Los cambios en la órbita terrestre o el paso del Sol cerca de estallidos de supernovas puede explicar cambios en la evolución de la vida en el planeta.
Los astros que vemos en el cielo influyen sobre la vida en la Tierra, aunque no del modo en que sugieren los horóscopos. El Sol es la presencia central, la fuente de la energía que permite la existencia de seres vivos en nuestro planeta, pero la Luna también desempeña un papel fundamental. Su presencia da estabilidad a la Tierra que, si no tuviese un satélite tan grande, bailaría como una peonza a punto de caer. Los grandes cambios en la inclinación respecto al Sol harían que en periodos relativamente cortos de tiempo se pasase de un planeta sin casquetes polares y hasta 50 grados más caliente que en la actualidad a otro en el que los hielos permanentes llegasen hasta Marruecos.
Los investigadores que analizan el pasado de la vida terrestre han observado que, pese a esta relativa estabilidad ofrecida por la Luna, la biodiversidad ha fluctuado de una forma regular a lo largo de periodos prolongados de tiempo. Estos cambios, según se acaba de publicar en la revista PNAS, pueden tener que ver con los movimientos de la Tierra en su viaje por el cosmos.
Un equipo de investigadores de Nueva Zelanda y EE.UU. ha analizado los ritmos de evolución y extinción de los graptoloideos, un gran grupo de organismos marinos que dejaron fósiles por todo el planeta, en el periodo de entre hace 480 y 420 millones de años, un tiempo que vio la aparición de muchos de los grupos animales que conocemos hoy y la primera extinción masiva por una glaciación, que aniquiló al 85% de las especies marinas. Los autores consideran que entre el 9% y el 16% de los cambios en la presencia y la variación de los graptoloideos en aquellos años se puede atribuir a ciclos astronómicos en los que la Tierra sigue una órbita más elíptica o más circular y en los que cambia el eje de rotación del planeta. Estos periodos, conocidos como ciclos de Milankovitch, cambian la variabilidad del clima terrestre, que pasa de épocas más estables a otras más volátiles y de periodos glaciares a otros en los que domina el efecto invernadero.
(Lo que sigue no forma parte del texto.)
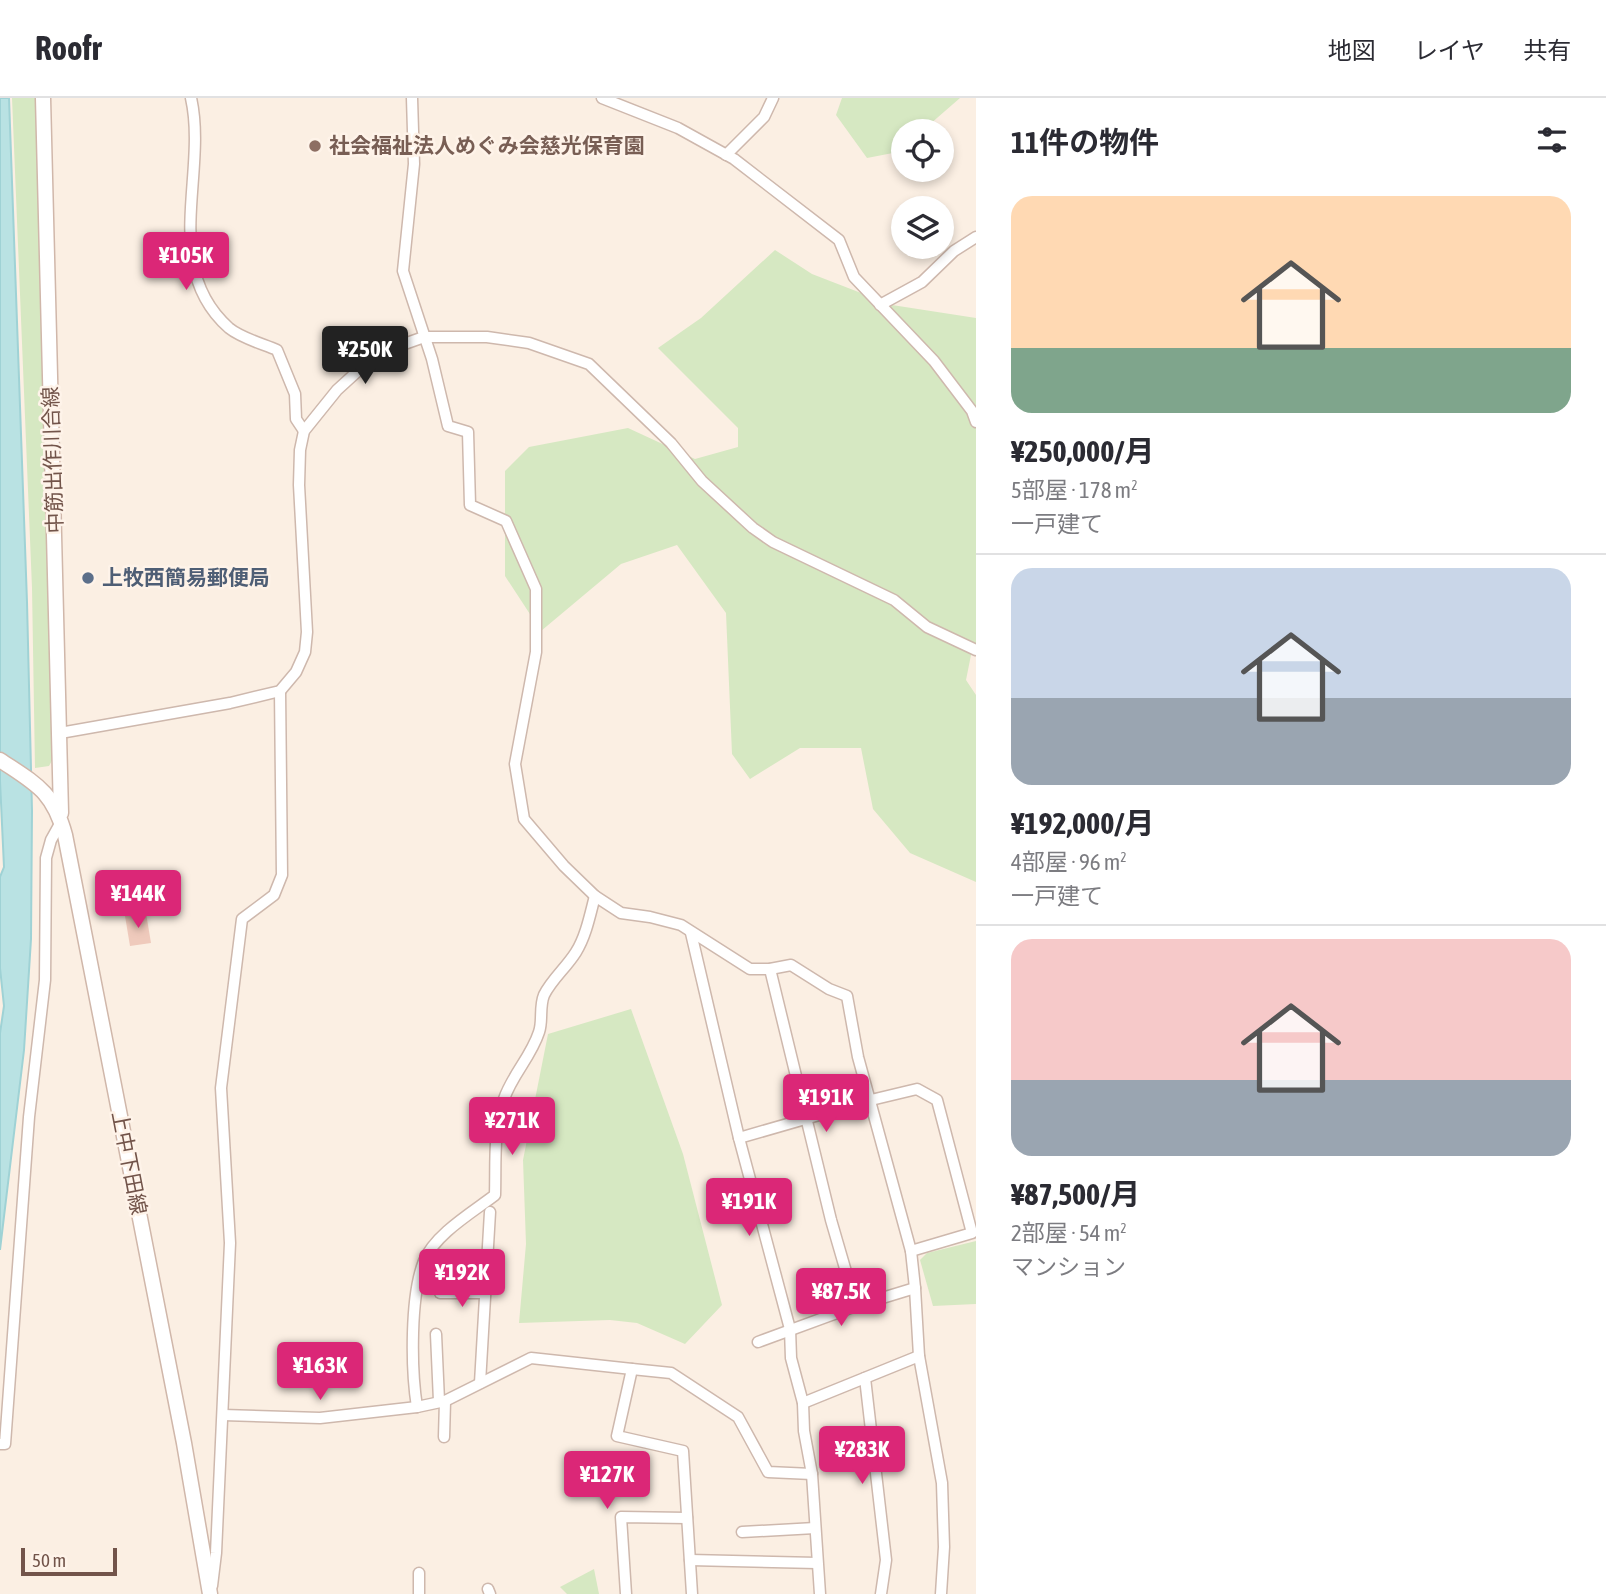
<!DOCTYPE html>
<html lang="ja">
<meta charset="utf-8">
<style>
:root{--surface:#fff;--page:#f2f2f3;--text:#2b2b33;--muted:#7c7c81;--line:#e1e1e2;--accent:#db2777}
body{margin:0;font-family:"Asap Condensed","Noto Sans JP",sans-serif;background:var(--page);color:var(--text);height:100vh;display:flex;flex-direction:column;font-size:26px;white-space:nowrap}
*{box-sizing:border-box;margin:0}
p{font-size:23px;color:var(--muted)}
.icon{flex:none;width:38px;height:38px;fill:none;stroke:currentColor;stroke-width:2;stroke-linecap:round;stroke-linejoin:round}
.map{position:relative;flex:1;overflow:hidden}
.details{display:flex;flex-direction:column;background:var(--surface);width:630px}
.details>*{flex:none}
.tools{position:absolute;left:891px;top:21px;display:grid;gap:14px}
.tools a{display:grid;place-items:center;width:63px;height:63px;border-radius:50%;background:var(--surface);box-shadow:0 4px 10px #0003;font-size:35px}
.scale{position:absolute;left:21px;bottom:18px;width:96px;box-sizing:border-box;padding-left:7px;border:4px solid #72544a;border-top:0;font-size:19px;line-height:24px;white-space:nowrap;color:#72544a;-webkit-text-stroke:5px #fef3e9;paint-order:stroke}
.price{position:absolute;translate:-50% -60px;padding:0 16px;border-radius:7px;background:var(--accent);color:#fff;font-size:23px;line-height:46px;filter:drop-shadow(0 2px 4px #0008)}
.price::after{content:'';position:absolute;left:50%;top:42px;width:21px;height:16px;margin-left:-10px;background:inherit;clip-path:polygon(0 0,100% 0,50% 100%)}
.price.on{background:#222;color:#fff}
ul{padding:0;list-style:none}
li{display:grid;align-content:center;gap:14px;height:371px;padding:0 35px}
li+li{border-top:2px solid var(--line)}
li span{display:grid;place-items:center;height:217px;border-radius:21px;color:#555}
li>.icon{margin-inline-start:auto}
span .icon{width:126px;height:126px;fill:#fffc;stroke-width:1}
li b{font-size:30px}
h2{display:flex;justify-content:space-between;align-items:center;height:84px;padding:0 35px;font-size:30px}
header{display:flex;align-items:center;gap:42px;box-sizing:border-box;height:98px;padding:0 35px;background:var(--surface);border-bottom:2px solid var(--line)}
header strong{font-size:33px}
nav{display:flex;gap:38px;margin-inline-start:auto;font-size:24px}
main{display:flex;flex:1;min-height:0}
.map>svg:first-child{display:block}
</style>
<header>
<strong>Roofr</strong>
<nav><a>地図</a><a>レイヤ</a><a>共有</a></nav>
</header>
<main>
<div class="map">
<svg width="976" height="1496" viewBox="0 0 976 1496">
<rect width="100%" height="100%" fill="#fbefe3"/>
<g fill="#d6e8c2">
<polygon points="12,0 38,0 56,655 49,668 35,670 32,490"/>
<polygon points="842,0 960,0 922,33 903,33 903,49 898,54 867,60 836,17"/>
<polygon points="775,152 812,176 892,207 976,220 976,548 972,552 966,582 976,597 976,784 910,755 873,711 861,650 800,650 750,681 732,656 726,515 677,447 621,466 541,533 505,478 505,373 529,349 628,330 695,361 738,349 738,330 658,250 701,220"/>
<polygon points="631,911 683,1056 722,1207 685,1246 637,1225 610,1222 519,1225 526,1146 523,1062 548,936"/>
<polygon points="976,1143 976,1206 933,1208 920,1162 927,1155"/>
<polygon points="594,1471 599,1496 567,1496 560,1489"/>
</g>
<polygon fill="#b9e2e3" stroke="#9fd2d5" stroke-width="2" points="0,0 9,0 27,504 32,713 31,841 24,952 0,1152 0,935 4,908 0,870 0,779 4,769 0,683"/>
<polygon fill="#efcabc" points="146,815 151,845 130,848 125,818"/>
<g fill="none" stroke-linecap="round" stroke-linejoin="round">
<g stroke="#ceb8ad" stroke-width="13">
<g id="minor">
<path d="M191,0c17,75 -31,169 38,230 12,10 34,16 48,22l18,44 1,25 8,12"/>
<polyline points="412,0 414,66 403,173 432,261 448,328 468,334 470,407 506,423 536,491 536,554 515,666 524,721 564,768 595,798 621,815 650,819 681,827 750,871 770,871 791,867 829,891 847,898 858,959 911,1153 915,1190 919,1258 942,1385 944,1449 941,1496"/>
<polyline points="602,0 678,30 734,61 839,142 854,179 934,263 972,313 976,324"/>
<polyline points="726,57 764,19 773,0"/>
<polyline points="880,207 922,184 954,153 976,139"/>
<polyline points="60,635 230,605 280,593 296,574 305,554 307,534 299,387 300,352 304,333 337,292 371,261 393,250 424,239 487,239 529,245 589,266 671,345 702,383 753,430 773,444 894,502 927,529 976,552"/>
<polyline points="691,835 739,1040 790,1231 791,1260 803,1305 804,1333 812,1376 820,1496"/>
<polyline points="770,871 831,1122 856,1208"/>
<polyline points="739,1040 871,1002 917,991 937,1002 972,1135 911,1153"/>
<polyline points="440,1195 485,1195"/>
<polyline points="436,1236 439,1303"/>
<polyline points="758,1244 856,1208 915,1190"/>
<polyline points="632,1271 617,1338 683,1353 692,1496"/>
<polyline points="865,1280 886,1462 881,1496"/>
<polyline points="480,1285 490,1114"/>
<polyline points="803,1305 919,1258"/>
<path d="M417,1309c-6,-38 -7,-111 7,-146 11,-27 49,-49 71,-66 1,-31 -2,-66 9,-96 8,-24 27,-42 35,-67 4,-11 0,-25 5,-37 8,-16 22,-27 32,-43 10,-16 14,-37 19,-56"/>
<polyline points="223,1317 320,1320 417,1309 445,1303 531,1260 632,1271 671,1275 738,1319 768,1374 812,1376"/>
<polyline points="444,1339 445,1303"/>
<polyline points="0,1346 5,1346 29,1019 45,882 46,760 51,742 61,724"/>
<polyline points="742,1434 815,1430"/>
<polyline points="690,1462 817,1465"/>
<polyline points="419,1475 419,1496"/>
<polyline points="212,1488 216,1455 230,1145 221,990 242,821 274,797 282,777 280,593"/>
<polyline points="488,1491 490,1496"/>
<polyline points="626,1496 621,1419 687,1420"/>
</g>
</g>
<g stroke="#d0b7aa" stroke-width="17">
<g id="secondary">
<polyline points="43,0 61,715"/>
<path d="M0,662c36,24 53,31 65,75l119,608 26,151"/>
</g>
</g>
<use href="#minor" stroke="#fff" stroke-width="10"/>
<use href="#secondary" stroke="#fff" stroke-width="14"/>
</g>
<circle fill="#8d6e63" stroke="#fef3e9" stroke-width="2.5" cx="315" cy="48" r="7"/>
<circle fill="#5c6f8a" stroke="#fef3e9" stroke-width="2.5" cx="88" cy="480" r="7"/>
<g text-anchor="middle" stroke-width="5" stroke-linejoin="round" paint-order="stroke">
<g font-size="21" font-weight="bold" fill="#785e54" stroke="#fef3e9" text-anchor="start">
<text x="329" y="55">社会福祉法人めぐみ会慈光保育園</text>
</g>
<g font-size="21" fill="#72544a" stroke="#fef3e9">
<text transform="translate(53 362) rotate(-92)" y="7">中筋出作川合線</text>
<text transform="translate(129 1065) rotate(79)" y="7">上中下田線</text>
</g>
<g font-size="21" font-weight="bold" fill="#4e5e75" stroke="#fef3e9" text-anchor="start">
<text x="102" y="487">上牧西簡易郵便局</text>
</g>
</g>
</svg>
<div class="tools">
<a><svg class="icon" aria-label="locate" viewBox="0 0 24 24"><circle cx="12" cy="12" r="6"/><path d="M12 2v4M12 18v4M2 12h4M18 12h4"/></svg></a>
<a><svg class="icon" aria-label="layers" viewBox="0 0 24 24"><path d="M12 4l9 5-9 5-9-5zM3 14l9 5 9-5"/></svg></a>
</div>
<div class="scale">50 m</div>
<b class="price" style="left:186px;top:194px">¥105K</b>
<b class="price on" style="left:365px;top:288px">¥250K</b>
<b class="price" style="left:138px;top:832px">¥144K</b>
<b class="price" style="left:826px;top:1036px">¥191K</b>
<b class="price" style="left:512px;top:1059px">¥271K</b>
<b class="price" style="left:749px;top:1140px">¥191K</b>
<b class="price" style="left:462px;top:1211px">¥192K</b>
<b class="price" style="left:841px;top:1230px">¥87.5K</b>
<b class="price" style="left:320px;top:1304px">¥163K</b>
<b class="price" style="left:862px;top:1388px">¥283K</b>
<b class="price" style="left:607px;top:1413px">¥127K</b>
</div>
<section class="details">
<h2>11件の物件<svg class="icon" aria-label="filters" viewBox="0 0 24 24"><path d="M4 7h16M4 17h16"/><circle cx="9" cy="7" r="2"/><circle cx="15" cy="17" r="2"/></svg></h2>
<ul>
<li><span style="background:linear-gradient(#ffd9b3 70%,#7fa58c 0)"><svg class="icon" aria-label="home" viewBox="0 0 24 24"><path d="M3 11l9-7 9 7M6 9v11h12V9"/></svg></span><div><b>¥250,000/月</b><p>5部屋 · 178 m²</p><p>一戸建て</p></div></li>
<li><span style="background:linear-gradient(#c9d6e8 60%,#9aa5b1 0)"><svg class="icon" aria-label="home" viewBox="0 0 24 24"><path d="M3 11l9-7 9 7M6 9v11h12V9"/></svg></span><div><b>¥192,000/月</b><p>4部屋 · 96 m²</p><p>一戸建て</p></div></li>
<li><span style="background:linear-gradient(#f6c9c9 65%,#9aa5b1 0)"><svg class="icon" aria-label="home" viewBox="0 0 24 24"><path d="M3 11l9-7 9 7M6 9v11h12V9"/></svg></span><div><b>¥87,500/月</b><p>2部屋 · 54 m²</p><p>マンション</p></div></li>
</ul>
</section>
</main>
Estos cambios en los movimientos de la Tierra respecto al Sol se ven influidos por las interacciones gravitatorias con otros planetas, como los gigantes Saturno y Júpiter, pero al mismo tiempo que sigue su camino alrededor de su estrella, todo nuestro sistema viaja por la Vía Láctea expuesta a otras influencias. En un artículo publicado en la revista Monthly Notices to the Royal Astronomical Society, Henrik Svenskmark, de la Universidad Técnica de Dinamarca, analizaba registros fósiles de los últimos 500 millones de años en busca de picos en la aparición de nuevas especies que pudiesen estar relacionados con fenómenos astronómicos conocidos. De esa manera, observó, por ejemplo, que la explosión de una supernova en las Pléyades podía vincularse con un aumento en la diversidad de animales marinos como los ammonites.
Una hipótesis aún más especulativa planteada por investigadores del Instituto Tecnológico de Kioto (Japón) relacionaba una gran glaciación que convirtió a la Tierra en una gran bola de nieve hace entre 550 y 700 millones de años con un periodo de la historia de la Vía Láctea en la que se produjo un gran número de estallidos de supernovas. Los restos de estos cadáveres de estrellas habrían formado nebulosas negras que, al llegar a las inmediaciones del Sistema Solar, perturbaron la heliosfera, una burbuja magnética gigantesca que detiene buena parte del polvo y los rayos cósmicos que llegan del medio interestelar. Según los científicos japoneses, la interacción de los rayos cósmicos con la troposfera y la ocultación de la radiación solar habrían producido un enfriamiento de la atmósfera y la consiguiente glaciación.